Exercise aim: Please copy out each line of the listing that contains the word "ПОЛЮСНА".

--- Given data Enclosed Below ---

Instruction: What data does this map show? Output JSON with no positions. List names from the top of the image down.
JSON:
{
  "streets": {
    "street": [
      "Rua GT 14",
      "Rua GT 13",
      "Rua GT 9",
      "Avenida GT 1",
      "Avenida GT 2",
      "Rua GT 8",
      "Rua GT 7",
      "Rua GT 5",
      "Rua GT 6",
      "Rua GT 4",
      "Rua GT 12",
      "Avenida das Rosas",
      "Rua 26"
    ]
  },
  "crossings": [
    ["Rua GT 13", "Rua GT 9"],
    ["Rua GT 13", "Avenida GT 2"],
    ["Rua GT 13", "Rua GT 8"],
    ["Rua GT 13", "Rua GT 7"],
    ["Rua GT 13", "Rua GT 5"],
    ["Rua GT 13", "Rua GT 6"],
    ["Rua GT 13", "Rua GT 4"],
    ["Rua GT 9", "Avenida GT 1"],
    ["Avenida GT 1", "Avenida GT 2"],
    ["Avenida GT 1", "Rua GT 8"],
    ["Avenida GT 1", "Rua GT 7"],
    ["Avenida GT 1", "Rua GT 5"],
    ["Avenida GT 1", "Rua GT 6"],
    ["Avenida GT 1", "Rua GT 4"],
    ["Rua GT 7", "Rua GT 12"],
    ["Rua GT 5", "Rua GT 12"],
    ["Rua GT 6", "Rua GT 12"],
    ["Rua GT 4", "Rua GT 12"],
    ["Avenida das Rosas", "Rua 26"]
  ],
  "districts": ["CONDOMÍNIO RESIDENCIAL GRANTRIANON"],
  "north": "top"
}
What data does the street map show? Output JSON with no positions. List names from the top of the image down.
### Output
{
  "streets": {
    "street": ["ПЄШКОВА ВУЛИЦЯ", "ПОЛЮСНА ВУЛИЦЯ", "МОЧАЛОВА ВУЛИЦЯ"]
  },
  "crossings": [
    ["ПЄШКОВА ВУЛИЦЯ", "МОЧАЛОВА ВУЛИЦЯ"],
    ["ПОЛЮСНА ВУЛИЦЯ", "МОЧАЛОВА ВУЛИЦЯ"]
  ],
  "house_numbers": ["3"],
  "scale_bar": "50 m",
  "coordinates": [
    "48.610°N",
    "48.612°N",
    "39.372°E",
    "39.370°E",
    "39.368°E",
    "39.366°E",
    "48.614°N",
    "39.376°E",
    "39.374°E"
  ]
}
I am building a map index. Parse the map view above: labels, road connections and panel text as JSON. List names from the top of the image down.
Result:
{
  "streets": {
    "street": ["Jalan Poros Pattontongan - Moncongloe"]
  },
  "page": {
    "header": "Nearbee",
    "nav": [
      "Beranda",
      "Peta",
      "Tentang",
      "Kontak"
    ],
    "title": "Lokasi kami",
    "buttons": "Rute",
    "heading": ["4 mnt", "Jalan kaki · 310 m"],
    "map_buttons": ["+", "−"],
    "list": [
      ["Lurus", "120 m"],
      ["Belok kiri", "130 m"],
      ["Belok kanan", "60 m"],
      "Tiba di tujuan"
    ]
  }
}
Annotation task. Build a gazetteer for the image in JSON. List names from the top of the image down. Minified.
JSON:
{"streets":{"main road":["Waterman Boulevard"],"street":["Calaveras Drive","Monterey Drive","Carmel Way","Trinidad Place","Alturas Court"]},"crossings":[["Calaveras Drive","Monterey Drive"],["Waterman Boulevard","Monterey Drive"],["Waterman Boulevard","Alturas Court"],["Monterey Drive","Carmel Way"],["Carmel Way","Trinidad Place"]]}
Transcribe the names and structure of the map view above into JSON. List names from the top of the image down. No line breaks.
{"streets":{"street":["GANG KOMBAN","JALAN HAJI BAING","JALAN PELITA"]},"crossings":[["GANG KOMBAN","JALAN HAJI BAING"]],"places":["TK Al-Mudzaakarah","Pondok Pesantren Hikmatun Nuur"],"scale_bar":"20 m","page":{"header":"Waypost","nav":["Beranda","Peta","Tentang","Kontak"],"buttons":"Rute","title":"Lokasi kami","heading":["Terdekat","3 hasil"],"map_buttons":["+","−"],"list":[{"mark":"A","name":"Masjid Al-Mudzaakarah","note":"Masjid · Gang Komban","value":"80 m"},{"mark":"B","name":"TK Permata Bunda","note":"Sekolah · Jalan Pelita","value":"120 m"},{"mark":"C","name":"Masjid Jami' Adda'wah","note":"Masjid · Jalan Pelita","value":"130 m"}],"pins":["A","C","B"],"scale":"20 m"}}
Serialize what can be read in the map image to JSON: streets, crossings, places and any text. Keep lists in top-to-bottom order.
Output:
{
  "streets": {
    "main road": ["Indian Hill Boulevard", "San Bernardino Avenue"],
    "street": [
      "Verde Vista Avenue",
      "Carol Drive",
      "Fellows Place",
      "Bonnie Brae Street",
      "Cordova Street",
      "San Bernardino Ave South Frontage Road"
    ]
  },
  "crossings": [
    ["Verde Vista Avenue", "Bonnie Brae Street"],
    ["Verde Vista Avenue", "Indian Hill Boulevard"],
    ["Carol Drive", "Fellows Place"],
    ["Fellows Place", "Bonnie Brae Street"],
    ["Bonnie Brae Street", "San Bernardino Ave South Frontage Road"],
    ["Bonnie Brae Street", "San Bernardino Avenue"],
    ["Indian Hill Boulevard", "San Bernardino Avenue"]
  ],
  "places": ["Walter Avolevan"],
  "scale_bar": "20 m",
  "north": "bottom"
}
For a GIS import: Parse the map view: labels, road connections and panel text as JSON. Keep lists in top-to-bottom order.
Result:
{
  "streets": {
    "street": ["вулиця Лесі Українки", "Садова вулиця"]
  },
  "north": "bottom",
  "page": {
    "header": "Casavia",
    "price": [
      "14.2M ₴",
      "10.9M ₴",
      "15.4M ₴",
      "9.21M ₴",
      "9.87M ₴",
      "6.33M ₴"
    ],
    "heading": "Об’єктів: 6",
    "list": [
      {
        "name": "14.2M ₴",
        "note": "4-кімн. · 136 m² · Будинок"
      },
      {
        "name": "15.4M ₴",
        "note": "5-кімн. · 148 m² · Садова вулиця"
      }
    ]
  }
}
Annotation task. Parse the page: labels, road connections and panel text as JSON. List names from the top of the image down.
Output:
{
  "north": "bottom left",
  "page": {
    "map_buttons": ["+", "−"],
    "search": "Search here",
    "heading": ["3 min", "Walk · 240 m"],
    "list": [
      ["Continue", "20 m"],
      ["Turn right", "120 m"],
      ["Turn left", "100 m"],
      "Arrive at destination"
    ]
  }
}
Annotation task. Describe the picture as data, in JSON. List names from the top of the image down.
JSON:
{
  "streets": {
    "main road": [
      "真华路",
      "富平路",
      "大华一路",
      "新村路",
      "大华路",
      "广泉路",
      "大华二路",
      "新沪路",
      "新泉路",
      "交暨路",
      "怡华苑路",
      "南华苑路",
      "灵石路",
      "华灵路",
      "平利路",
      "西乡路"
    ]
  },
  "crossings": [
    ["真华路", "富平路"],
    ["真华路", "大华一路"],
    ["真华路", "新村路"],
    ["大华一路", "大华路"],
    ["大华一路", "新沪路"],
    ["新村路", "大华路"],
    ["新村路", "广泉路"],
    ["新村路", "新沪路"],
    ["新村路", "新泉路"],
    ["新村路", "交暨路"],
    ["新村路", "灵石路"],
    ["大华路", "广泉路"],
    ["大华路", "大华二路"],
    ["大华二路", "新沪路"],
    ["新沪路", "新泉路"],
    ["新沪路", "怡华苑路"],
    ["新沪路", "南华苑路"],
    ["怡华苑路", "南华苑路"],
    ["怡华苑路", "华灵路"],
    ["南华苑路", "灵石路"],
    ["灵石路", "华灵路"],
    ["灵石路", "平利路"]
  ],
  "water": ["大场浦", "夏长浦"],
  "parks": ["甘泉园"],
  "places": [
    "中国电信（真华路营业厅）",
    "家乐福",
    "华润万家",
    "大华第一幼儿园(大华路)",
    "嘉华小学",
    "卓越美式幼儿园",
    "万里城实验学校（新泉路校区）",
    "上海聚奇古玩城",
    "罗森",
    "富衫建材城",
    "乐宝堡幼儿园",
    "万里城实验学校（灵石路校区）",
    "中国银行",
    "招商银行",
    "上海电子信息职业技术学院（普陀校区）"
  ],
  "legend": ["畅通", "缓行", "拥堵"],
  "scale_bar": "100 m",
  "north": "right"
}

--- End of Enclosed Given data ---

Your response:
    "street": ["ПЄШКОВА ВУЛИЦЯ", "ПОЛЮСНА ВУЛИЦЯ", "МОЧАЛОВА ВУЛИЦЯ"]
    ["ПОЛЮСНА ВУЛИЦЯ", "МОЧАЛОВА ВУЛИЦЯ"]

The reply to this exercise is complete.